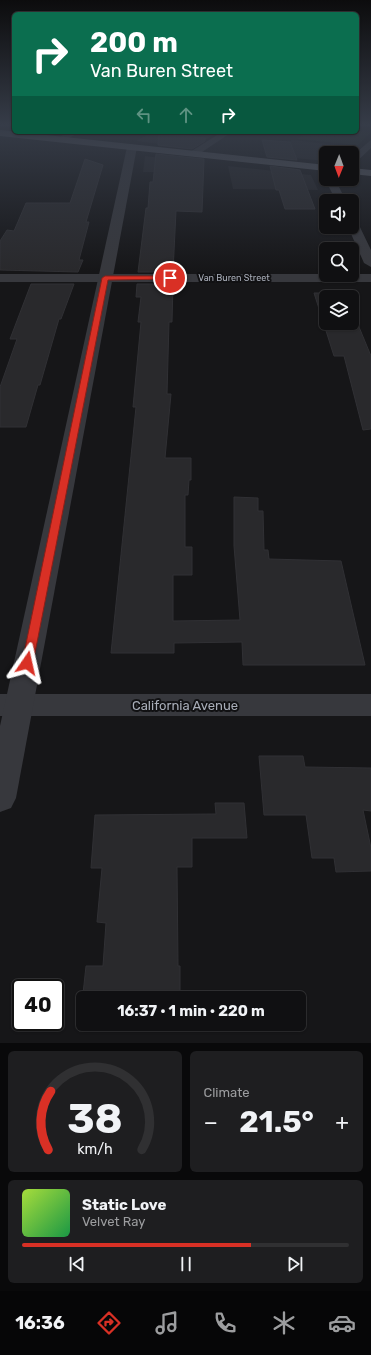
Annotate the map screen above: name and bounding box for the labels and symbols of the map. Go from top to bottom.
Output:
north arrow [319,146,359,186]
pin [153,261,187,295]
street label: Van Buren Street [198,273,270,283]
position arrow [6,642,48,684]
street label: California Avenue [132,698,238,713]
speed limit sign: 40 [12,979,64,1031]

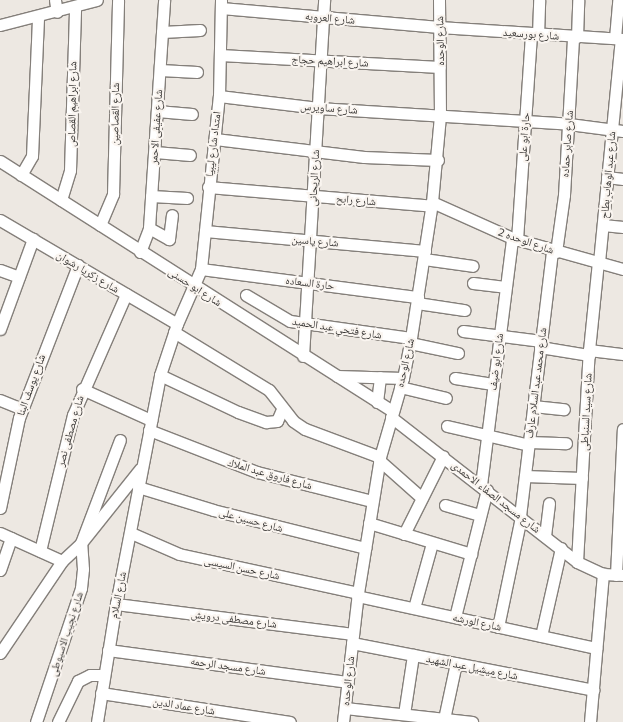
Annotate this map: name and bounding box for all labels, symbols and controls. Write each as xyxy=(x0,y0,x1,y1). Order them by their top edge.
street label: شارع العروبه xyxy=(304,9,356,27)
street label: شارع الوحده xyxy=(433,16,447,66)
street label: شارع بورسعيد xyxy=(502,25,560,43)
street label: شارع ابراهيم حجاج xyxy=(291,52,369,70)
street label: شارع ابراهيم القصاص xyxy=(65,61,79,147)
street label: شارع القصاصين xyxy=(108,83,122,145)
street label: شارع عفيفى الاحمر xyxy=(147,89,165,165)
street label: شارع ساويرس xyxy=(300,99,358,117)
street label: شارع صابر حماده xyxy=(558,110,576,178)
street label: امتداد شارع ليبيا xyxy=(202,111,224,177)
street label: حارة ابو على xyxy=(516,112,532,162)
street label: شارع عبد الوهاب بطاح xyxy=(598,131,618,219)
street label: شارع الريحانى xyxy=(306,149,322,207)
street label: شارع رابح xyxy=(335,192,377,208)
street label: شارع الوحده 2 xyxy=(496,225,556,257)
street label: شارع ياسين xyxy=(291,232,339,250)
street label: شارع زكريا رشوان xyxy=(54,248,122,296)
street label: شارع ابو حسنى xyxy=(166,265,224,309)
street label: حارة السعاده xyxy=(285,273,335,293)
street label: شارع فتحي عبد الحميد xyxy=(291,314,383,342)
street label: شارع محمد عبد السلام عارف xyxy=(523,327,549,439)
street label: شارع ابو ضيف xyxy=(486,333,506,391)
street label: شارع الوحده xyxy=(393,337,417,389)
street label: شارع يوسف البنا xyxy=(14,352,48,418)
street label: شارع سيد السنباطى xyxy=(577,373,595,451)
street label: شارع مصطفى نصر xyxy=(54,394,86,468)
street label: شارع فاروق عبد الملاك xyxy=(226,456,314,492)
street label: شارع مسجد الصفاء الاحمدى xyxy=(449,458,543,536)
street label: شارع حسين على xyxy=(218,505,284,535)
street label: شارع حسن السيسى xyxy=(203,554,281,582)
street label: شارع السلام xyxy=(107,571,129,619)
street label: شارع نجيب الاسيوطى xyxy=(46,590,86,678)
street label: شارع مصطفى درويش xyxy=(190,607,278,631)
street label: شارع الورشه xyxy=(451,610,503,634)
street label: شارع ميشيل عبد الشهيد xyxy=(425,652,519,682)
street label: شارع مسجد الرحمه xyxy=(190,654,266,678)
street label: شارع الوحده xyxy=(339,656,357,706)
street label: شارع عماد الدين xyxy=(152,695,216,717)

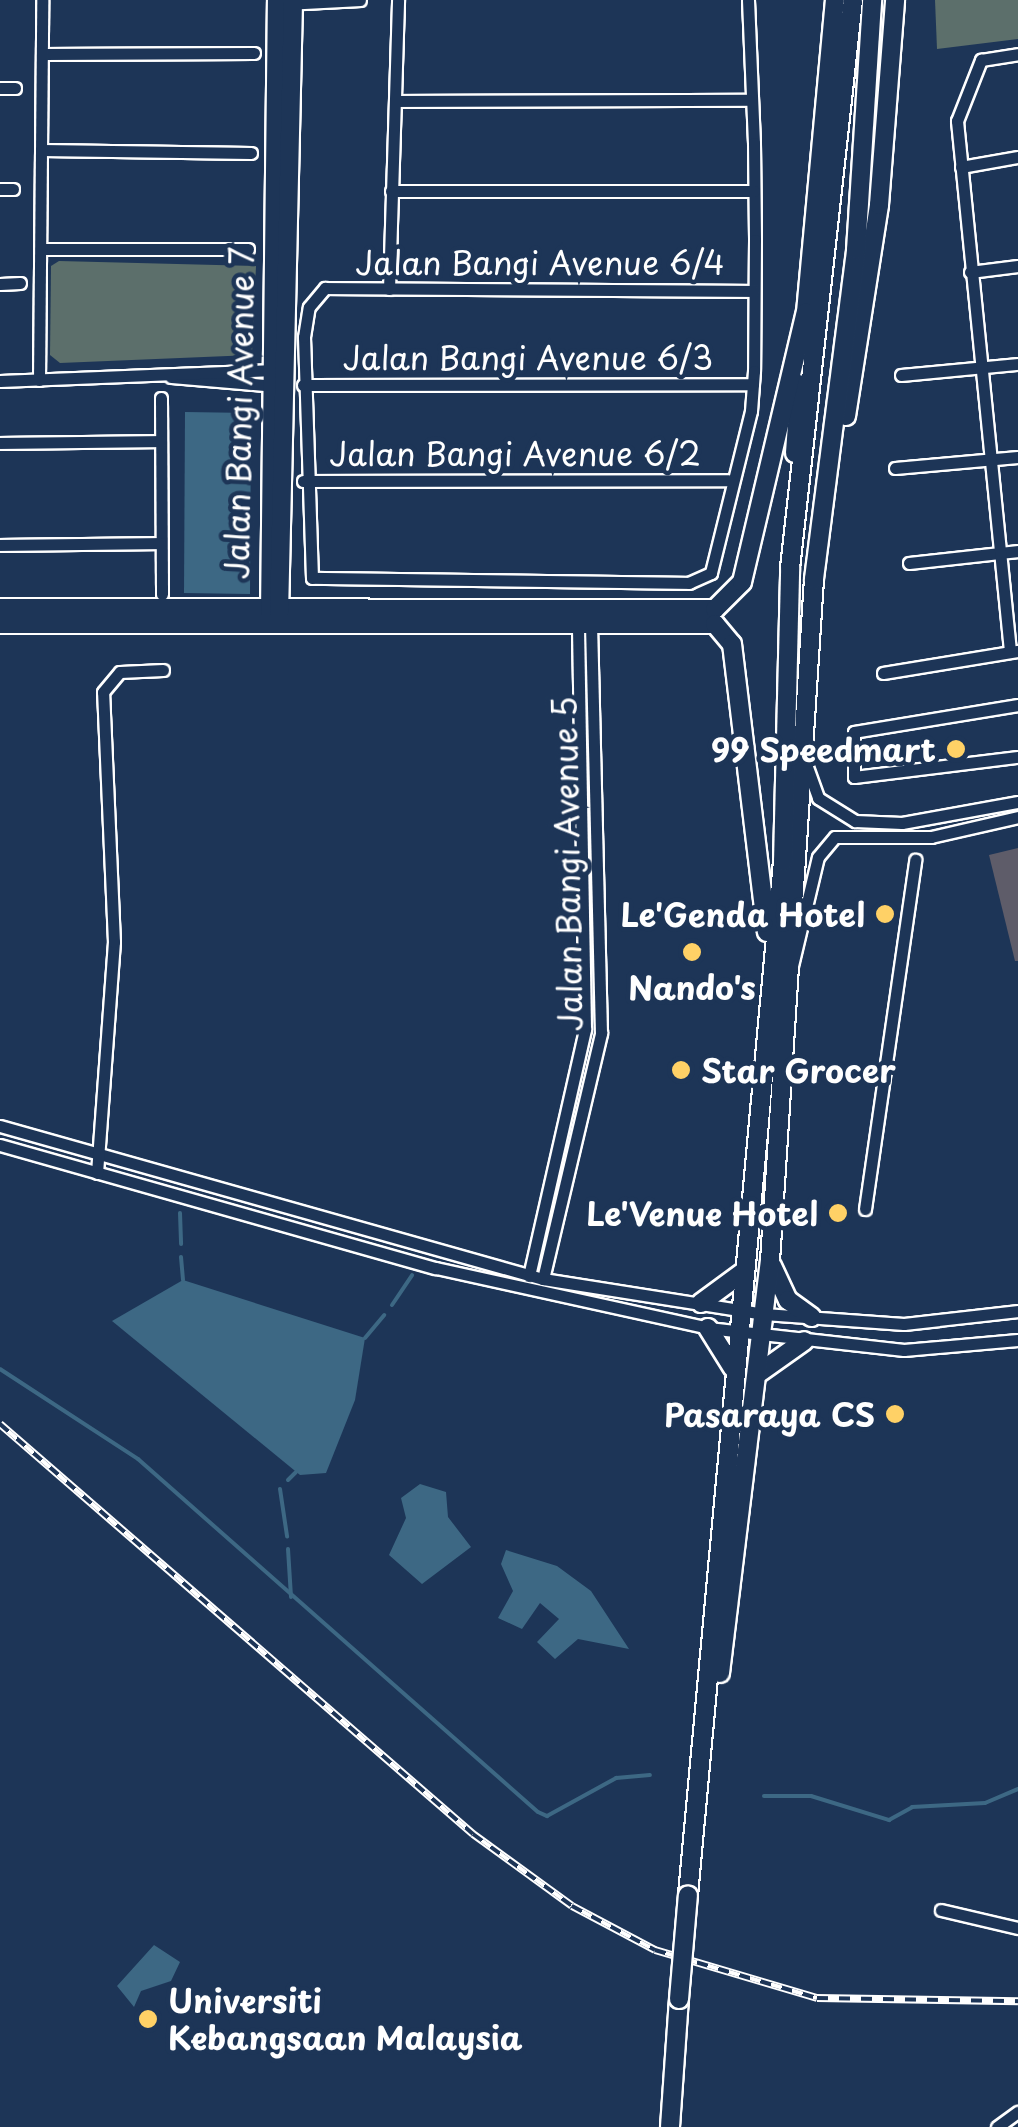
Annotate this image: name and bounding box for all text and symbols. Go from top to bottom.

※ ※ ※

=== What the task requires ===
Tally up the lines in the records containing the word "bottom", then give the count and nothing else.

=== Exercise response ===
2